→ **WHAT YOU ARE ASKED TO DO**
A single number is expected: the count of lines in the entries below that contain "Гимназия".

(PROVIDED MATERIAL Opens)

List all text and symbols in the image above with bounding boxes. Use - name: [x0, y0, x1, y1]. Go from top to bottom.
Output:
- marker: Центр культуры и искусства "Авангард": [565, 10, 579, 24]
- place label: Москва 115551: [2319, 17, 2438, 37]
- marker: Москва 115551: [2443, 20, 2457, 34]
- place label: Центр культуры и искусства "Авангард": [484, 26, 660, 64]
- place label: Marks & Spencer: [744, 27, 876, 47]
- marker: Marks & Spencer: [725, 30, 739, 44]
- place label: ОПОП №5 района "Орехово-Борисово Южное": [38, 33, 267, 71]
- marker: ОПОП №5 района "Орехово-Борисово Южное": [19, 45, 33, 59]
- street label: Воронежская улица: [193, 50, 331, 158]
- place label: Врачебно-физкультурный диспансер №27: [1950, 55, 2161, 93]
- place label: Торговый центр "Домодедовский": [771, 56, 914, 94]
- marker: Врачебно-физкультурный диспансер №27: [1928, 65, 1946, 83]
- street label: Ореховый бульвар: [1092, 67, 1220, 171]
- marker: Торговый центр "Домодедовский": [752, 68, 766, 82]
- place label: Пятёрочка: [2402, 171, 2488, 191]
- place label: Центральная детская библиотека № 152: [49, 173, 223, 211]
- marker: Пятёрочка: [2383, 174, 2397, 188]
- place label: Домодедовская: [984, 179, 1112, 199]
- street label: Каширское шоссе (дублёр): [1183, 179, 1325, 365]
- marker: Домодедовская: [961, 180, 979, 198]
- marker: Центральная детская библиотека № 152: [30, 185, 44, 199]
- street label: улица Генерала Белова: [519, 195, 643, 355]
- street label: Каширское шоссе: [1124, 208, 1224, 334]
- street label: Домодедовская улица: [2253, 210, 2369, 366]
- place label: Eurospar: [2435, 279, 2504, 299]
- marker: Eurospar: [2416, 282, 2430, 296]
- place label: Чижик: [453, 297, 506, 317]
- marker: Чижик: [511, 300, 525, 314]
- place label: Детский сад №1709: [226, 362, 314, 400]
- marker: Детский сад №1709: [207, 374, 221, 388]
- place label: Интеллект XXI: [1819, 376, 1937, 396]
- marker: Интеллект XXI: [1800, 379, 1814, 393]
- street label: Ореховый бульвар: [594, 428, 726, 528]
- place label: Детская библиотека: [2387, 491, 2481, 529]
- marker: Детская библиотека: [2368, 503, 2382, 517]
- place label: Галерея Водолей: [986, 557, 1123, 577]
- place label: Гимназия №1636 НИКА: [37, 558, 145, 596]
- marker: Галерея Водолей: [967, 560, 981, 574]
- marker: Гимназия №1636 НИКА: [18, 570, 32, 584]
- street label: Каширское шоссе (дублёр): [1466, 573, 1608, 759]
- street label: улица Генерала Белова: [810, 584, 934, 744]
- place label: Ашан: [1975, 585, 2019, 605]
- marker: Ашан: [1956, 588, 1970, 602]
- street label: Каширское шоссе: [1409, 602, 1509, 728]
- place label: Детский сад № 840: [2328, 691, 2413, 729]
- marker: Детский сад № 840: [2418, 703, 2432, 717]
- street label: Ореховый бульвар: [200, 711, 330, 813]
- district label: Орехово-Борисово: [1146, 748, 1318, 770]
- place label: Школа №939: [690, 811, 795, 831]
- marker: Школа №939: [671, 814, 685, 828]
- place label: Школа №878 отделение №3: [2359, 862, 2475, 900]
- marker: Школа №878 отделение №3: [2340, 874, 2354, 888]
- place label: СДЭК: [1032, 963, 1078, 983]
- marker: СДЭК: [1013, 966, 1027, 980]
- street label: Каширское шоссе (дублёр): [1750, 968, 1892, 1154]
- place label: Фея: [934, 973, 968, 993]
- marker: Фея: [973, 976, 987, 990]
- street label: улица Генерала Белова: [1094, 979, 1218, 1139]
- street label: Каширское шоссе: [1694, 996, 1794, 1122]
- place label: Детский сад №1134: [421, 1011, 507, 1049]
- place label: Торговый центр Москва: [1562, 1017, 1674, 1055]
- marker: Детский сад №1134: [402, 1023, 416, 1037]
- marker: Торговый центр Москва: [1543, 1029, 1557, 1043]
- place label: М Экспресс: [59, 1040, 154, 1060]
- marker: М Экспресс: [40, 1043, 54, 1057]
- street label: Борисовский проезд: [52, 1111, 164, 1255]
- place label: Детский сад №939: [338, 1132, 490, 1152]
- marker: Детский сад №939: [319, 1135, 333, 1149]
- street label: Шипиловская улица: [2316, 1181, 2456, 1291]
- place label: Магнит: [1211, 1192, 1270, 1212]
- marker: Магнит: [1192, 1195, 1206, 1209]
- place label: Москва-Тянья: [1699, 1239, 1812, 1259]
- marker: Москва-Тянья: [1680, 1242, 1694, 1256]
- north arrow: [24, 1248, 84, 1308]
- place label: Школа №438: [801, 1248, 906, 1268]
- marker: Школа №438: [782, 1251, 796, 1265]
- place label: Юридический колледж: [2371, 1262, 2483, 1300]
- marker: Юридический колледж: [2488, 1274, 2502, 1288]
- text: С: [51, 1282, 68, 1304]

(PROVIDED MATERIAL Closes)

→ **SOLVED PROBLEM**
2